__What is expected__
Output exactly the lines below, starting with the line that has "M1 691 139 708 135 741 1 725Z" and going on through the line that has "M540 930 561 952 497 1010 477 985Z", both included, and no other lines.

__Dataset excerpts__
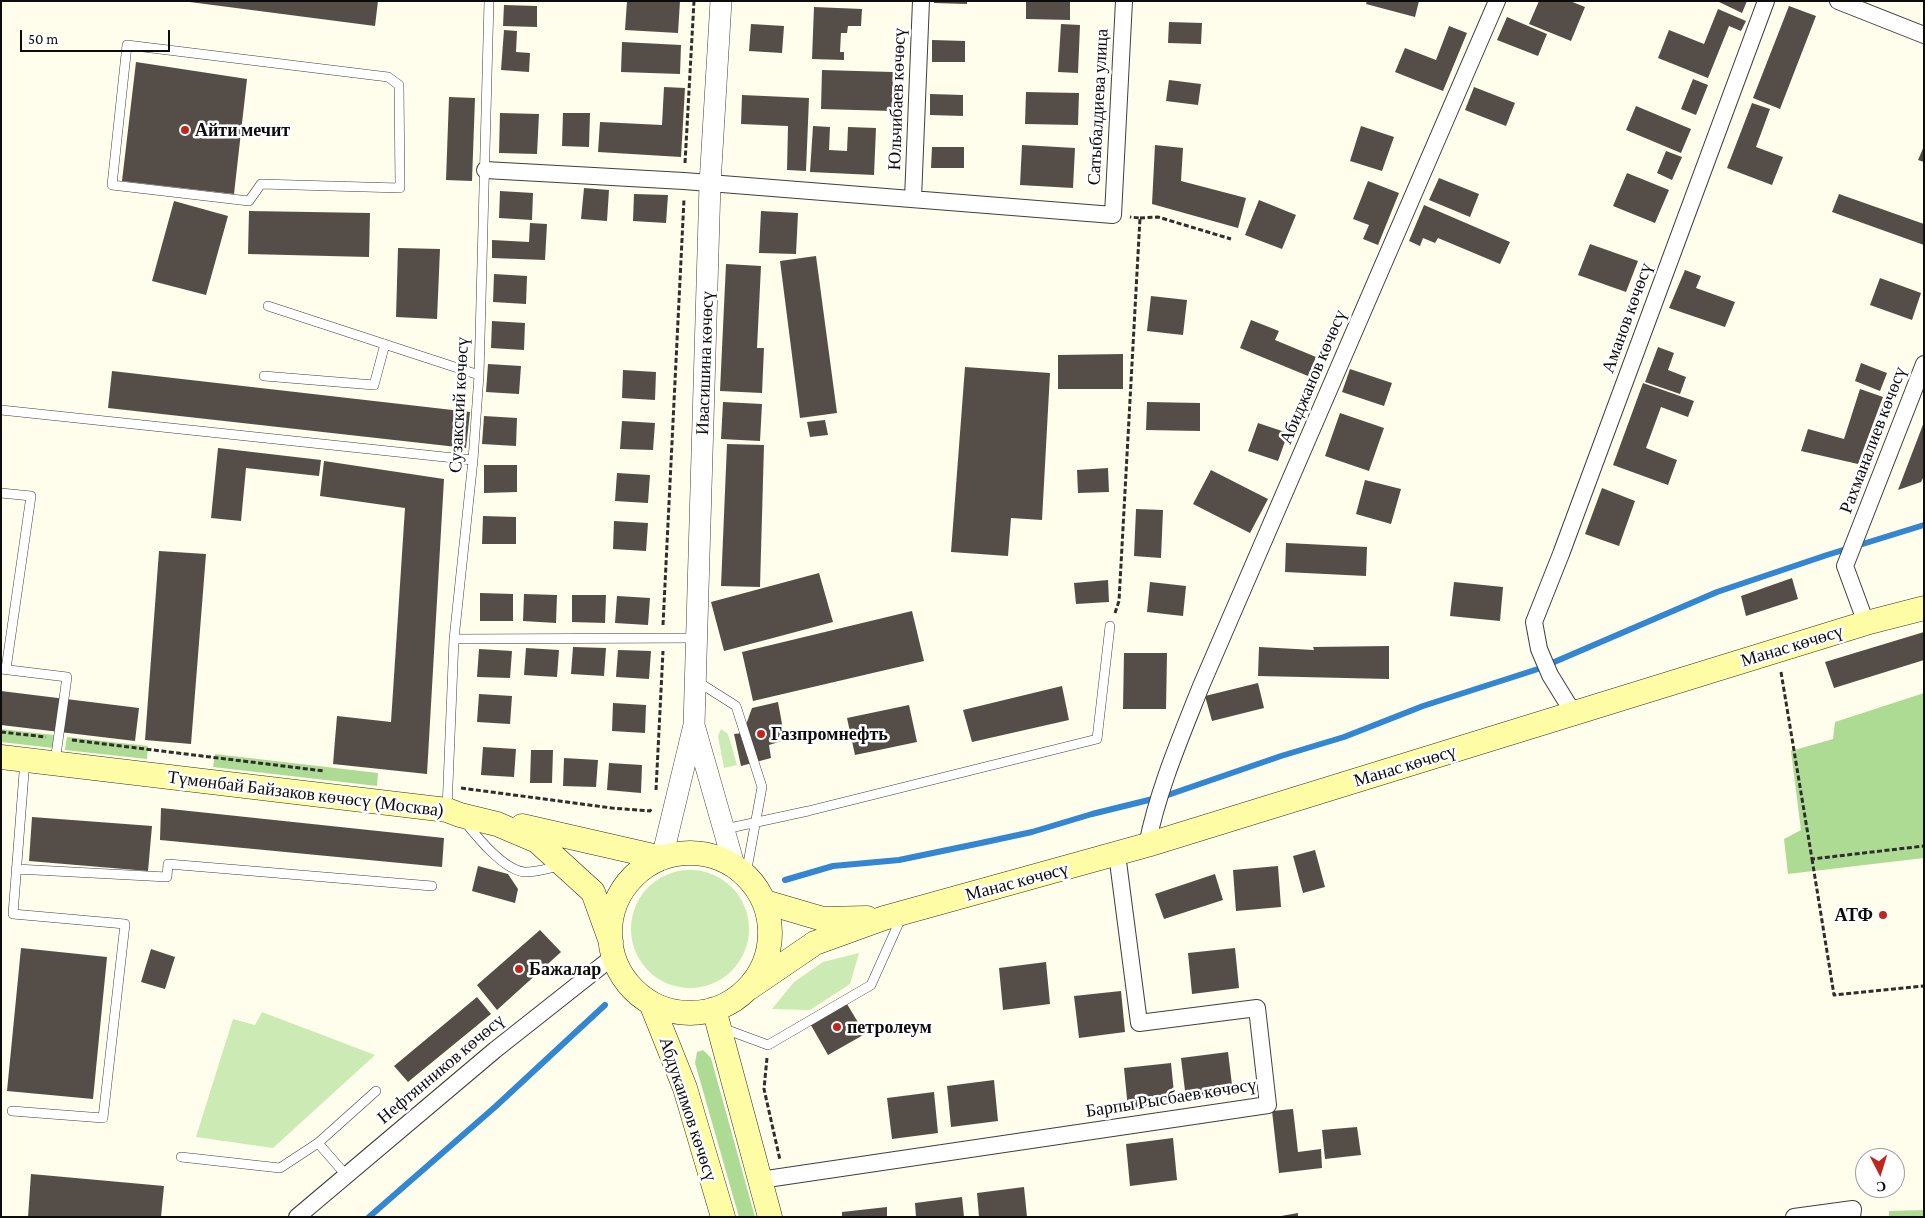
<!DOCTYPE html>
<html>
<head>
<meta charset="utf-8">
<style>
	body { margin:0 }
	#map { position:relative; width:1925px; height:1218px; overflow:hidden; background:#fffdeb; font-family:"Crimson Pro",serif }
	canvas { display:block }
	.frame { position:absolute; inset:0; border:2px solid #0c0c0c; pointer-events:none }
	.north { position:absolute; left:1855px; top:1148px; width:50px; height:50px; box-sizing:border-box; background:#fff; border:1px solid #9e9e9e; border-radius:50%; rotate:175deg; font-size:14px; font-weight:700; line-height:20px; text-align:center; color:#0c0c0c }
	.north::after { content:''; display:block; margin:auto; width:18px; height:22px; background:#c02520; clip-path:polygon(50% 0,100% 100%,50% 72%,0 100%) }
	.scale { position:absolute; left:20px; top:30px; width:150px; height:22px; box-sizing:border-box; border:2px solid #0c0c0c; border-top:0; padding-left:6px; font-size:15px; line-height:18px; white-space:nowrap; color:#0c0c0c; -webkit-text-stroke:4px #fff; paint-order:stroke }
</style>
</head>
<body>
<div id="map">
<canvas width="1925" height="1218"></canvas>
<div class="frame"></div>
<div class="north">С</div>
<div class="scale">50 m</div>
</div>
<script>
const g = document.querySelector('canvas').getContext('2d');
g.lineJoin = 'round';
function fillPath(path, color) { g.fillStyle = color; g.fill(path, 'evenodd'); }
function trace(path, color, width, dash) { g.strokeStyle = color; g.lineWidth = width; g.lineCap = dash ? 'butt' : 'round'; g.setLineDash(dash || []); g.stroke(path); }
function drawText(font, color, halo, rows, align = 'center') {
  g.font = font + ' "Crimson Pro",serif'; g.lineWidth = 5; g.setLineDash([]); g.textBaseline = 'middle'; g.strokeStyle = halo; g.fillStyle = color; for (const [text, x, y, turn = 0] of rows) {
    g.save(); g.translate(x, y); g.rotate((+turn || 0) * Math.PI / 180); g.textAlign = isNaN(turn) ? turn : align; if (halo) g.strokeText(text, 0, 0); g.fillText(text, 0, 0); g.restore();
  }
}
fillPath(new Path2D(`
	M721 729 728 734 737 765 724 768 718 736Z
	M631 929a59 59 0 1 1 118 0a59 59 0 1 1-118 0Z
	M859 953 850 984 810 1010 772 1009 794 982 823 962Z
	M262 1012 375 1055 273 1148 196 1137 233 1019 255 1025Z`), '#cceab4');
fillPath(new Path2D(`
	M1924 693V858L1788 874 1784 839 1801 830 1791 751 1833 739 1835 722Z
	M1 729 54 735 53 748 1 742Z
	M67 737 148 746 147 759 65 750Z
	M215 754 378 773 377 786 213 767Z
	M703 1050 711 1058 755 1217H739L695 1063 697 1052Z
	M1924 1210V1217H1889V1211Z`), '#aedb93');
trace(new Path2D(`
	M785 880 833 866 899 860 981 843 1032 832 1092 814 1165 796 1281 756 1344 737 1423 706 1538 669 1717 592 1827 555 1924 525
	M369 1217 495 1107 605 1005`), '#3386d1', 6);
fillPath(new Path2D(`
	M182 1H378L375 26Z
	M627 1H680L678 33 625 30Z
	M934 1H967V4L934 3Z
	M1026 1H1070V20L1026 19Z
	M1367 1H1419L1415 17 1366 4Z
	M1539 1H1570L1585 7 1571 41 1529 24Z
	M1717 1H1747L1742 13Z
	M504 5 537 6V27L503 26Z
	M1789 6 1816 16 1780 109 1753 98Z
	M814 7 862 9 861 26H848L847 33H841L840 52H844V60L812 59Z
	M1718 9 1746 21 1741 31 1729 26 1708 78 1658 58 1669 30 1704 44Z
	M1507 17 1547 34 1538 56 1497 40Z
	M1169 22 1202 23 1201 44 1168 43Z
	M751 24 784 26 782 53 749 51Z
	M1061 24 1080 25 1078 73 1058 72Z
	M1449 26 1467 33 1443 91 1395 72 1405 48 1436 60Z
	M504 30 517 31 516 52 530 53 529 72 501 70Z
	M932 40 965 41V62H932Z
	M622 42 681 45 680 74 621 72Z
	M136 62 247 79 234 194 122 181Z
	M822 70 893 72 892 111 821 109Z
	M1693 79 1708 85 1696 115 1681 109Z
	M1169 80 1201 84 1198 105 1166 101Z
	M664 87 685 88 681 157 598 152 600 122 662 125Z
	M1474 87 1515 103 1506 126 1465 110Z
	M1026 92 1079 93 1078 125 1025 124Z
	M930 94 963 95V116L930 115Z
	M742 95 809 98 806 171 787 170 788 126 741 124Z
	M449 97 475 98 472 181 446 180Z
	M1752 103 1770 109 1756 147 1783 157 1772 185 1727 168Z
	M1636 106 1691 129 1681 153 1626 130Z
	M500 113 539 114 537 154 499 153Z
	M563 113H590L589 147 562 146Z
	M813 126 830 127 829 150 847 151 848 127 876 128 874 175 810 172Z
	M1361 126 1394 137 1382 171 1350 161Z
	M1022 145 1075 148 1073 188 1020 185Z
	M1155 145 1183 148 1181 181 1246 198 1238 228 1152 204Z
	M1924 146V162L1918 160Z
	M932 147H964V168H931Z
	M1666 151 1682 157 1672 180 1657 173Z
	M1627 173 1669 190 1655 223 1613 206Z
	M1439 178 1479 194 1470 217 1429 200Z
	M1368 181 1399 193 1378 245 1363 239 1369 225 1353 219Z
	M584 188 609 190 607 221 581 219Z
	M500 191 533 193 532 220 499 218Z
	M634 194 668 195 666 223 633 221Z
	M1839 194 1924 224V245L1832 212Z
	M1259 200 1296 215 1282 249 1245 235Z
	M174 201 228 216 206 295 152 281Z
	M1424 205 1510 242 1500 264 1438 238 1435 243 1423 238 1420 246 1409 241Z
	M249 211 370 213 369 257 248 254Z
	M761 211 798 213 796 254 759 253Z
	M530 223 547 224 545 260 492 258V240L529 242Z
	M1590 244 1638 261 1626 292 1578 275Z
	M398 248 440 249 437 319 396 317Z
	M816 256 837 413 800 418 780 261Z
	M726 264 761 266 757 348H764L762 393 720 391Z
	M1685 270 1701 276 1696 288 1735 302 1725 327 1669 308Z
	M494 274 527 276 526 304 493 302Z
	M1880 278 1921 293 1912 320 1870 305Z
	M1151 296 1187 300 1183 335 1147 331Z
	M1251 320 1279 331 1275 340 1316 357 1308 376 1240 348Z
	M492 321 525 323 524 350 491 348Z
	M1658 347 1674 353 1668 370 1686 377 1680 394 1645 382Z
	M1123 354V389H1058V355Z
	M1861 363 1887 373 1880 391 1855 381Z
	M488 364 521 366 519 394 486 392Z
	M965 367 1050 373 1042 520 1011 518 1008 556 951 552Z
	M1350 369 1392 383 1384 406 1342 392Z
	M623 370 656 372 655 400 622 398Z
	M112 371 470 412 466 448 108 408Z
	M1643 383 1694 401 1688 417 1661 407 1646 448 1677 460 1668 485 1613 465Z
	M1860 389 1883 397 1858 464 1801 451 1808 429 1844 439Z
	M723 402 762 404 760 441 721 439Z
	M1147 402 1200 403V431L1146 430Z
	M1340 413 1384 428 1369 471 1325 456Z
	M484 416 517 418 516 446 482 444Z
	M825 420 828 435 810 437 807 422Z
	M622 421 655 423 653 450 620 449Z
	M1924 422V476L1921 482 1898 490Z
	M1258 423 1288 433 1278 461 1248 451Z
	M727 444 764 445 760 587 721 586Z
	M218 448 321 460 319 476 246 468 241 521 211 518Z
	M324 461 444 479 427 774 333 764 337 716 391 722 405 508 320 496Z
	M484 465H517V492L484 493Z
	M1108 468 1109 492 1078 493 1077 470Z
	M1211 470 1268 499 1250 533 1193 504Z
	M617 473 650 475 648 503 615 501Z
	M1365 480 1401 489 1391 524 1356 514Z
	M1602 488 1635 501 1619 546 1585 534Z
	M1136 509 1163 510 1161 558 1134 556Z
	M483 516 516 517V544H482Z
	M614 521 648 523 646 551 613 549Z
	M1286 543 1367 547 1366 576 1285 572Z
	M159 551 206 554 191 744 145 740Z
	M819 573 833 622 724 651 711 602Z
	M1792 578 1798 599 1746 616 1741 596Z
	M1108 580 1109 602 1076 604 1074 583Z
	M1150 582 1186 586 1183 616 1147 612Z
	M1454 582 1503 587 1500 621 1450 616Z
	M480 593 513 594V621H480Z
	M524 594 557 595 556 623 523 621Z
	M572 595H606L605 623 572 622Z
	M617 596 650 598 648 625 615 623Z
	M912 611 924 661 753 701 742 652Z
	M1924 632V660L1834 688 1825 662Z
	M1389 646V679L1258 676 1259 647 1314 650 1313 647Z
	M573 647 606 648 604 676 571 674Z
	M526 648 559 650 557 677 524 675Z
	M479 649 512 651 510 678 477 677Z
	M618 650 651 651 649 679 616 677Z
	M1124 653H1167L1166 709H1123Z
	M1258 683 1264 708 1212 721 1205 696Z
	M1062 686 1069 720 972 742 963 710Z
	M1 691 139 708 135 741 1 725Z
	M479 694 512 696 510 724 477 722Z
	M778 702 785 740 769 745 771 758 741 766 734 734 743 733 752 708Z
	M613 703 646 705 645 733 612 731Z
	M909 705 917 742 855 755 847 718Z
	M483 747 516 749 514 777 481 775Z
	M531 750H553L552 783H530Z
	M564 758 598 760 596 787 563 786Z
	M609 763 642 765 641 793 607 790Z
	M161 808 444 838 442 867 160 840Z
	M32 817 152 826 148 871 29 861Z
	M1315 850 1325 887 1303 893 1293 856Z
	M478 866 508 874 518 889 515 903 472 891Z
	M1278 866 1281 907 1236 911 1233 870Z
	M1215 874 1223 900 1164 919 1155 894Z
	M540 930 561 952 497 1010 477 985Z
	M21 948 107 957 93 1099 7 1091Z
	M1235 948 1239 988 1192 994 1188 953Z
	M151 949 175 957 165 989 141 982Z
	M1046 962 1050 1004 1003 1010 999 968Z
	M1121 991 1125 1032 1079 1038 1074 996Z
	M477 997 491 1014 408 1082 394 1066Z
	M844 999 865 1034 828 1055 808 1020Z
	M1228 1052 1233 1093 1186 1099 1181 1058Z
	M1171 1063 1175 1103 1128 1109 1124 1068Z
	M994 1080 998 1121 951 1127 947 1086Z
	M934 1092 938 1133 892 1139 887 1098Z
	M1293 1109 1298 1152 1321 1149 1322 1168 1279 1173 1272 1111Z
	M1357 1127 1361 1155 1325 1159 1322 1130Z
	M1173 1138 1177 1180 1130 1186 1126 1144Z
	M31 1174 164 1186 161 1217H28Z
	M1024 1187 1027 1217H979L977 1193Z
	M962 1197 964 1217H916L915 1203Z
	M887 1207V1217H842V1212Z
	M1298 1213V1217H1281V1216Z`), '#554e48');
const service = new Path2D(`
	M127 45 388 77 399 85 400 188 261 184 249 201 112 185Z
	M268 306 479 375
	M264 376 374 385 385 344
	M1 410 473 460
	M1 493 31 496 6 669
	M454 639 696 638
	M1 669 67 677 55 762
	M695 680 736 706 762 787 746 874
	M447 809 454 639 473 460 479 375 489 1
	M465 822C478 838 503 869 524 872 535 873 549 868 559 866
	M725 829 808 811 1097 739 1110 626
	M16 869 167 877 168 864 432 886
	M722 1028 768 1045 871 985 901 918
	M12 1111 103 1118 125 924 13 914 25 760
	M318 1143 376 1091
	M181 1157 280 1168 318 1143 346 1175`);
const minor = new Path2D(`
	M1838 1 1924 35
	M485 170 684 181 1113 215 1124 1
	M913 199 921 1
	M1866 623 1845 566 1924 364
	M1574 714 1550 675 1539 649 1534 622 1561 554 1766 1
	M1147 845C1158 790 1180 739 1201 686L1497 1
	M760 1180 1268 1105 1257 1008 1139 1023 1117 854
	M297 1217 495 1050 614 956
	M1794 1217 1853 1209 1852 1217`);
const tertiary = new Path2D(`
	M694 725 734 865
	M662 858 694 725 710 184 721 1`);
const secondary = new Path2D(`
	M1 757 447 810 460 815 497 824 537 841 593 892 611 942
	M522 826 662 858
	M610 933a80 80 0 1 1 160 0a80 80 0 1 1-160 0Z
	M765 902 823 919 867 918
	M749 988 815 943 884 918 1147 845 1866 623 1924 608
	M651 1003 685 1088 723 1217
	M714 1009 770 1217`);
trace(service, '#3f3f3f', 10);
trace(minor, '#3f3f3f', 18);
trace(tertiary, '#3f3f3f', 22);
trace(secondary, '#2e2e2e', 25);
trace(new Path2D(`
	M685 163 694 1
	M1140 218 1158 217 1231 239
	M1115 613 1119 601 1140 218 1130 217
	M663 625 684 199
	M1781 672 1812 859 1924 846
	M1 732 46 737
	M72 740 324 771
	M461 788 612 808 650 811 652 808
	M656 790 663 651
	M1812 859 1834 995 1924 986
	M767 1058 764 1089 780 1160`), '#2e2e2e', 3, [5, 2.5]);
trace(service, '#fff', 9);
trace(minor, '#fff', 16);
trace(tertiary, '#fff', 21);
trace(secondary, '#fffca6', 24);
for (const [x, y, r, color] of [
	[185,130,5,"#c02520"],
	[761,734,5,"#c02520"],
	[1883,915,5,"#c02520"],
	[519,969,5,"#c02520"],
	[837,1027,5,"#c02520"]
]) { const dot = new Path2D(); dot.arc(x, y, r, 0, 2 * Math.PI); g.fillStyle = color; g.fill(dot); trace(dot, '#fff', 2); }
drawText('18px', '#0c0c0c', '#fff', [
	["Юльчибаев көчөсү",897,99,-88],
	["Сатыбалдиева улица",1098,107,-87],
	["Аманов көчөсү",1627,318,-70],
	["Ивасишина көчөсү",705,363,-88],
	["Абиджанов көчөсү",1313,377,-67],
	["Сузакский көчөсү",459,405,-87],
	["Рахманалиев көчөсү",1873,440,-69],
	["Манас көчөсү",1792,646,-17],
	["Манас көчөсү",1405,766,-17],
	["Түмөнбай Байзаков көчөсү (Москва)",306,794,7],
	["Манас көчөсү",1017,882,-15],
	["Нефтянников көчөсү",441,1069,-40],
	["Барпы Рысбаев көчөсү",1171,1098,-9],
	["Абдукаимов көчөсү",688,1109,72]
]);
drawText('bold 18px', '#0c0c0c', '#fff', [
	["Айти мечит",195,130],
	["Газпромнефть",771,734],
	["АТФ",1873,915,"right"],
	["Бажалар",529,969],
	["петролеум",847,1027]
], 'left');
</script>
</body>
</html>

__Task response__
	M1 691 139 708 135 741 1 725Z
	M479 694 512 696 510 724 477 722Z
	M778 702 785 740 769 745 771 758 741 766 734 734 743 733 752 708Z
	M613 703 646 705 645 733 612 731Z
	M909 705 917 742 855 755 847 718Z
	M483 747 516 749 514 777 481 775Z
	M531 750H553L552 783H530Z
	M564 758 598 760 596 787 563 786Z
	M609 763 642 765 641 793 607 790Z
	M161 808 444 838 442 867 160 840Z
	M32 817 152 826 148 871 29 861Z
	M1315 850 1325 887 1303 893 1293 856Z
	M478 866 508 874 518 889 515 903 472 891Z
	M1278 866 1281 907 1236 911 1233 870Z
	M1215 874 1223 900 1164 919 1155 894Z
	M540 930 561 952 497 1010 477 985Z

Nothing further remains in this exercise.